1

I'm working on an university project with ML, and the project got quite big, I usually don't use github but I need to format my pc and do not trust the Google Drive backup I have, therefore I wanna have a second one so I don't lose the code whatsoever.

I'm using Git with GitHub desktop, I'm not very knowledgeable in Git, so I'm having a hard time uploading this project, since it disconnects everytime I try to upload it, I'm pretty sure it is because of the size, any help with that?

The IDE I'm using is PyCharm and the Python version is 3.7, I already have a requirements.txt created.

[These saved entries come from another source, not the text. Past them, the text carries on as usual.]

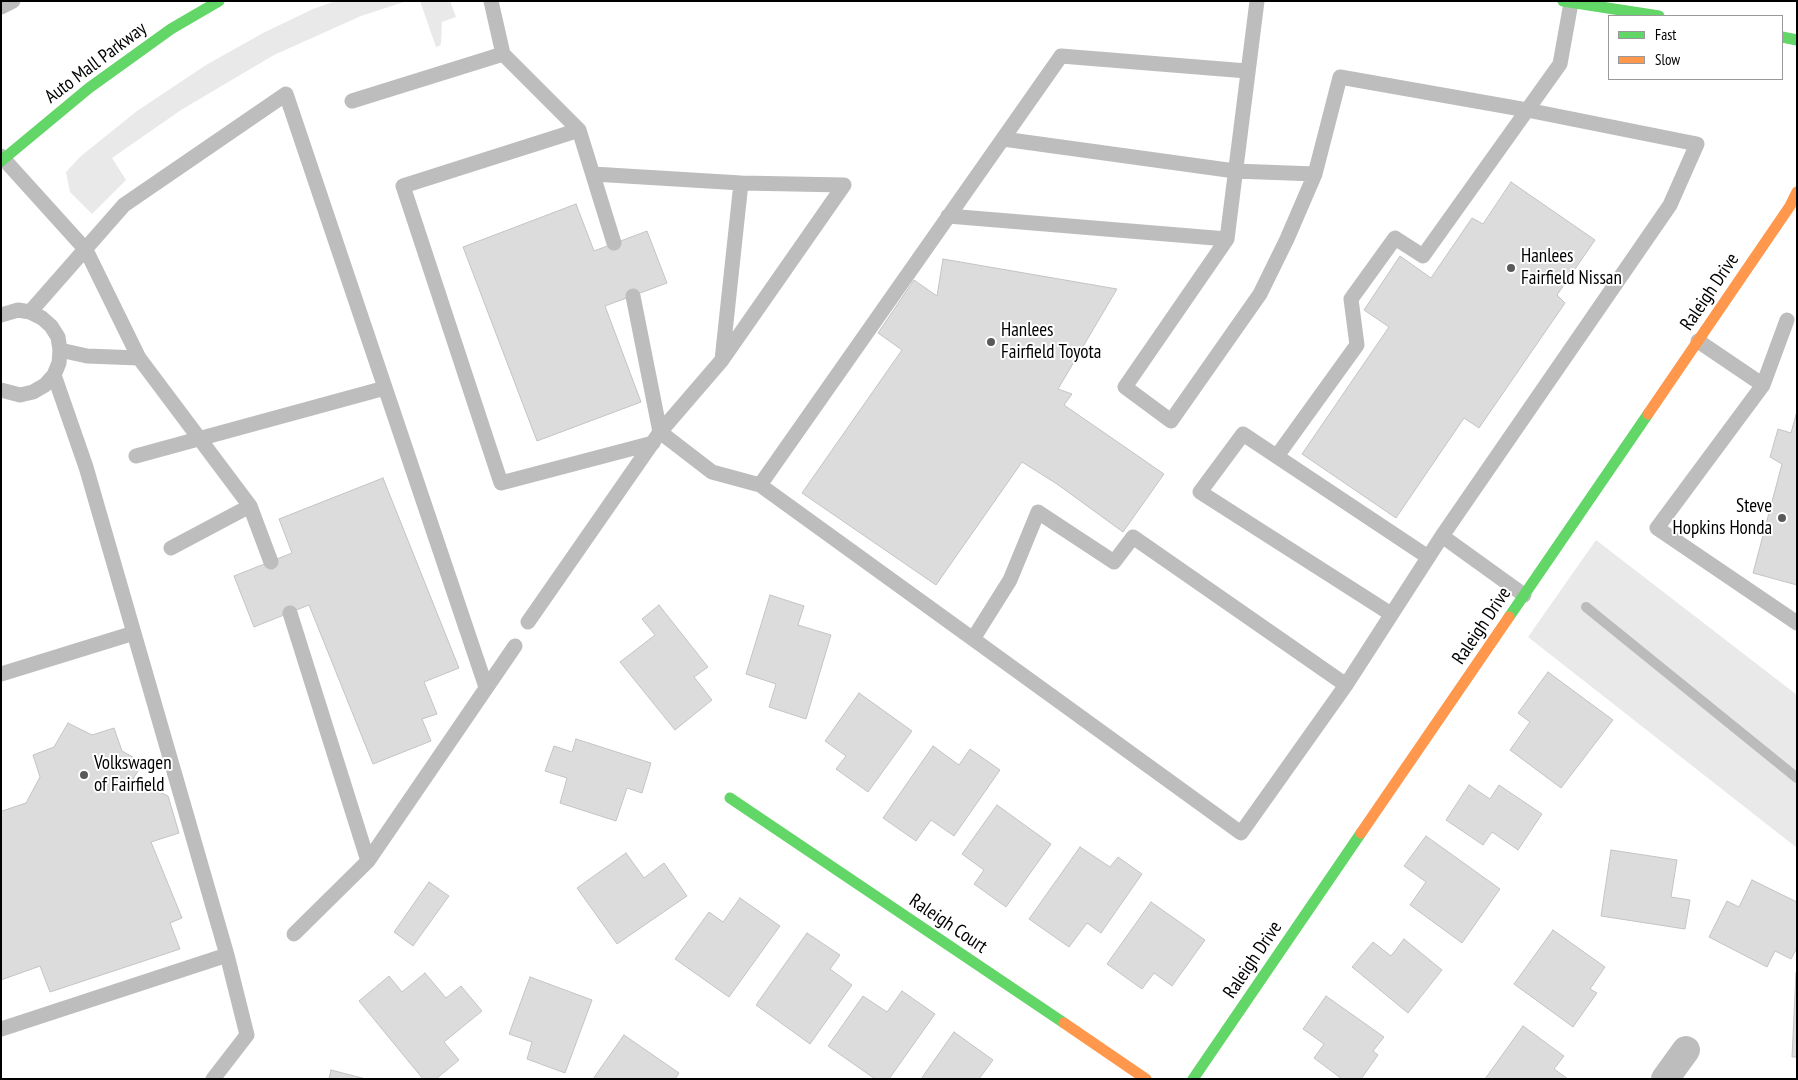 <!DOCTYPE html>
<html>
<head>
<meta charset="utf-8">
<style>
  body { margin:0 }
  #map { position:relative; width:1798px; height:1080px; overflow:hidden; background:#fff; font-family:"PT Sans Narrow",sans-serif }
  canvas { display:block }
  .frame { position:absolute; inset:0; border:2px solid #000; pointer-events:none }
  .legend { position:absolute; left:1608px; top:15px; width:175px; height:65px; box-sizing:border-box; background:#fff; border:1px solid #999; margin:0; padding:6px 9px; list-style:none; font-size:15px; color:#000 }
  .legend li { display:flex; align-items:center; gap:10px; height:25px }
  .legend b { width:25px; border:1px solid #999 }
</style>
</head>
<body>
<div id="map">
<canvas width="1798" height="1080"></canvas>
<div class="frame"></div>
<ul class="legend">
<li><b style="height:6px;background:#63d668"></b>Fast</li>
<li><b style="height:6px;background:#ff974d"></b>Slow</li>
</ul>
</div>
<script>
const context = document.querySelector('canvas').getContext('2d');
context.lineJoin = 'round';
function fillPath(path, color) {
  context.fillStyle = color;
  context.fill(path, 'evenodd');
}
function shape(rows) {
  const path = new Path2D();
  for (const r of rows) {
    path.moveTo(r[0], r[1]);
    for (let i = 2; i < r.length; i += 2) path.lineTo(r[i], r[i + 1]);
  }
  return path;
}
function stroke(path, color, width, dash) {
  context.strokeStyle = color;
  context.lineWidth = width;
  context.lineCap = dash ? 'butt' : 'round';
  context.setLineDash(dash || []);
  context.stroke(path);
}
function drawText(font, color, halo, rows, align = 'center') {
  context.font = font + ' "PT Sans Narrow",sans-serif';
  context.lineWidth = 4;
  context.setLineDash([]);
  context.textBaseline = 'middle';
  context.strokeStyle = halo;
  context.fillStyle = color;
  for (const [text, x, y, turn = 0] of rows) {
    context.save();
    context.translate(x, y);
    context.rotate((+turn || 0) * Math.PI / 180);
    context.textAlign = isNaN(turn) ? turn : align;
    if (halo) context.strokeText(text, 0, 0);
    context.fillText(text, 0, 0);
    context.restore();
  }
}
fillPath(shape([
  [336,1,407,1,361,16,274,55,181,110,112,158,126,180,92,214,70,192,66,172,81,156,137,111,206,65,263,33,313,9],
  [420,1,450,1,456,17,442,22,441,44,439,46,436,47],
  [1596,540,1797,695,1797,848,1528,637]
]), '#e9e9e9');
stroke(shape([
  [1586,607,1797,778]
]), '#bbb', 10);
const building = shape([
  [1511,182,1595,240,1557,295,1565,303,1479,428,1464,418,1396,518,1302,454,1389,327,1364,310,1400,256,1431,278,1472,218,1483,224,1511,182],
  [576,204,594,251,647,231,667,283,605,306,641,402,537,441,463,247,576,204],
  [943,259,1117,289,1058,389,1072,394,1064,405,1164,474,1123,532,1057,484,1022,462,936,585,802,493,902,350,878,333,914,280,937,296,943,259],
  [1797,411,1797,585,1753,573,1782,464,1770,457,1778,429,1791,433,1797,411],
  [383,478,459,668,424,682,437,714,422,719,431,741,373,764,309,605,254,627,234,576,292,553,279,519,383,478],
  [770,595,804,606,798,625,831,635,806,719,769,707,776,684,746,674,770,595],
  [659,605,708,667,694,677,712,700,675,730,620,662,655,635,642,619,659,605],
  [1548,672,1613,720,1561,788,1510,750,1530,722,1518,713,1548,672],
  [859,693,912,731,868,792,836,769,846,756,825,741,859,693],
  [68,723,92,735,114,728,122,751,133,757,138,771,133,779,168,796,179,833,151,842,182,918,170,923,180,949,50,992,40,966,1,980,1,809,2,811,26,803,40,777,33,755,54,747,68,723],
  [576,739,651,763,642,793,627,788,616,821,560,803,567,778,545,771,554,746,572,752,576,739],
  [933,746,959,765,970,749,1000,770,954,836,931,820,916,841,883,818,933,746],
  [1469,785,1490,799,1499,785,1542,814,1518,850,1492,832,1483,845,1446,820,1469,785],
  [997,805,1051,844,1006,907,974,884,984,870,962,854,997,805],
  [1426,836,1500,889,1462,943,1410,905,1426,882,1404,866,1426,836],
  [1080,847,1110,867,1118,857,1142,874,1101,933,1087,923,1069,947,1029,919,1080,847],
  [1611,850,1677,860,1671,897,1690,900,1685,929,1601,916,1611,850],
  [626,853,644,878,664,863,687,896,617,944,577,888,626,853],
  [1752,880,1797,902,1797,948,1791,959,1775,951,1767,967,1709,937,1727,901,1739,907,1752,880],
  [429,882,449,896,413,946,394,932,429,882],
  [740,898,780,926,729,997,675,959,709,912,723,922,740,898],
  [1151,902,1205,940,1172,986,1154,973,1142,989,1107,964,1151,902],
  [1553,930,1605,967,1590,989,1597,993,1573,1027,1514,984,1553,930],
  [807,933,840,955,830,969,852,985,810,1044,756,1005,807,933],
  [1404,939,1442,970,1408,1013,1352,967,1373,942,1391,956,1404,939],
  [425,973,446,998,461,986,482,1011,444,1042,459,1060,436,1079,423,1079,359,1001,389,976,402,992,425,973],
  [1796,973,1797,973,1797,1057,1792,1057,1796,973],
  [530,977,592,1000,565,1073,527,1059,532,1042,509,1034,530,977],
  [902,991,935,1014,889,1079,875,1079,828,1046,863,996,887,1012,902,991],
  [1326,996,1384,1037,1373,1051,1378,1055,1361,1079,1342,1079,1314,1058,1324,1044,1303,1029,1326,996],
  [1523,1026,1564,1056,1554,1069,1568,1079,1485,1079,1523,1026],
  [954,1032,993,1060,979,1079,921,1079,954,1032],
  [624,1035,679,1073,675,1079,593,1079,624,1035],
  [331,1070,366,1079,329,1079,331,1070]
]);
fillPath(building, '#dcdcdc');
stroke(building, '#c4c4c4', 1);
stroke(shape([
  [491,1,503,54,579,130,614,243],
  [1257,1,1227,239,1125,387,1171,421,1260,294,1287,239,1315,174],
  [1,7,13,1],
  [352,101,503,54],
  [579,130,403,186,501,483,653,443],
  [1003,139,1235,171,1315,174,1340,77,1527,110,1697,144,1670,205,1442,536,1346,685],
  [1,156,86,250,139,358,250,506,271,562],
  [593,174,741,183,722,360],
  [741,183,844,185],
  [948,216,1227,239],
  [633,296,660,432],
  [30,312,124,205,286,94,486,687],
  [1,315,18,310,30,312,42,318,51,326,58,337,60,350,59,363,54,375,45,385,33,392,20,395,1,390],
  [1787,320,1763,385,1657,528,1797,623],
  [1698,341,1763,385],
  [60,350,87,356,139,358],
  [54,375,86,467,227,955,247,1035,213,1079],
  [660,432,722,360,844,185],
  [136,456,385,388],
  [1277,456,1357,345,1351,299,1395,238,1423,256,1560,64,1571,3],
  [760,485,973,639,1010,580,1038,512,1114,562,1133,537,1346,685,1241,833,973,639],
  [1442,536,1524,595],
  [171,548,250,506],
  [290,613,368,861],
  [1391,614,1200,492,1243,434,1428,557],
  [528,622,660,432,712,472,760,485,1061,56,1247,71],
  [1,674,134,633],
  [294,934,368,861,515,646],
  [1,1029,227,955]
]), '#bdbdbd', 15);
stroke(shape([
  [1665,1079,1686,1050]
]), '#bdbdbd', 28);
stroke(shape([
  [1563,1,1659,16],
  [1782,37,1797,40],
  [1,161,89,88,171,29,219,1],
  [1509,617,1648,414],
  [730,798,1064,1023],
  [1193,1079,1361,833]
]), '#63d668', 11);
stroke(shape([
  [1648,414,1790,206,1797,192],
  [1361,833,1509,617],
  [1064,1023,1146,1079]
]), '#ff974d', 11);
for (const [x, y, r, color] of [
  [1511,268,5,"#595959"],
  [991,342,5,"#595959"],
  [1782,518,5,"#595959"],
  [84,775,5,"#595959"]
]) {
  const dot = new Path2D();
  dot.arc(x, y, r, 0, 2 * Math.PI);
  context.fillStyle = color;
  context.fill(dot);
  stroke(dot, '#fff', 2);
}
drawText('19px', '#000', '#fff', [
  ["Auto Mall Parkway",96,63,-37],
  ["Raleigh Drive",1710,292,-56],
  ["Raleigh Drive",1482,626,-56],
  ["Raleigh Court",948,924,34],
  ["Raleigh Drive",1253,960,-56]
]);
drawText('19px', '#000', '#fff', [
  ["Hanlees",1521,257],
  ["Fairfield Nissan",1521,279],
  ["Hanlees",1001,331],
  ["Fairfield Toyota",1001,353],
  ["Steve",1772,507,"right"],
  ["Hopkins Honda",1772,529,"right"],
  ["Volkswagen",94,764],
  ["of Fairfield",94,786]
], 'left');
</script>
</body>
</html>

I tried searching for pre made git ignore files, but it didn't work.

Krlus
  • 13
  • 3
  • Why do you think a gitignore file will help you with your disconnection issues? – Sören Dec 01 '22 at 19:16
  • I searched about the error and it seems like github won't accept a 15.5gb project, since it is huge, therefore I imagine with a gitignore file I can upload the project without the dependencies, only the code per say. I could be wrong though. Edit: I'm trying to say that the disconnection is caused by the huge project I'm trying to upload, since github won't accept, it closes the connection. – Krlus Dec 01 '22 at 19:19
  • A gitignore file will not help you there - you need to remove the dependencies from your project's history. See e.g. https://docs.github.com/en/repositories/working-with-files/managing-large-files/about-large-files-on-github#removing-files-from-a-repositorys-history – Sören Dec 01 '22 at 19:29
  • Will see if it helps, thank you very much, could you paste this in an answer, so if it works I can give you proper credit? – Krlus Dec 01 '22 at 19:30

2 Answers2

0

A .gitignore file will not help you there - you need to remove the dependencies from your project's history. There are two ways to do that:

The traditional way involves git-filter-branch. I've done that once in the past. It works, but it's easy to get wrong.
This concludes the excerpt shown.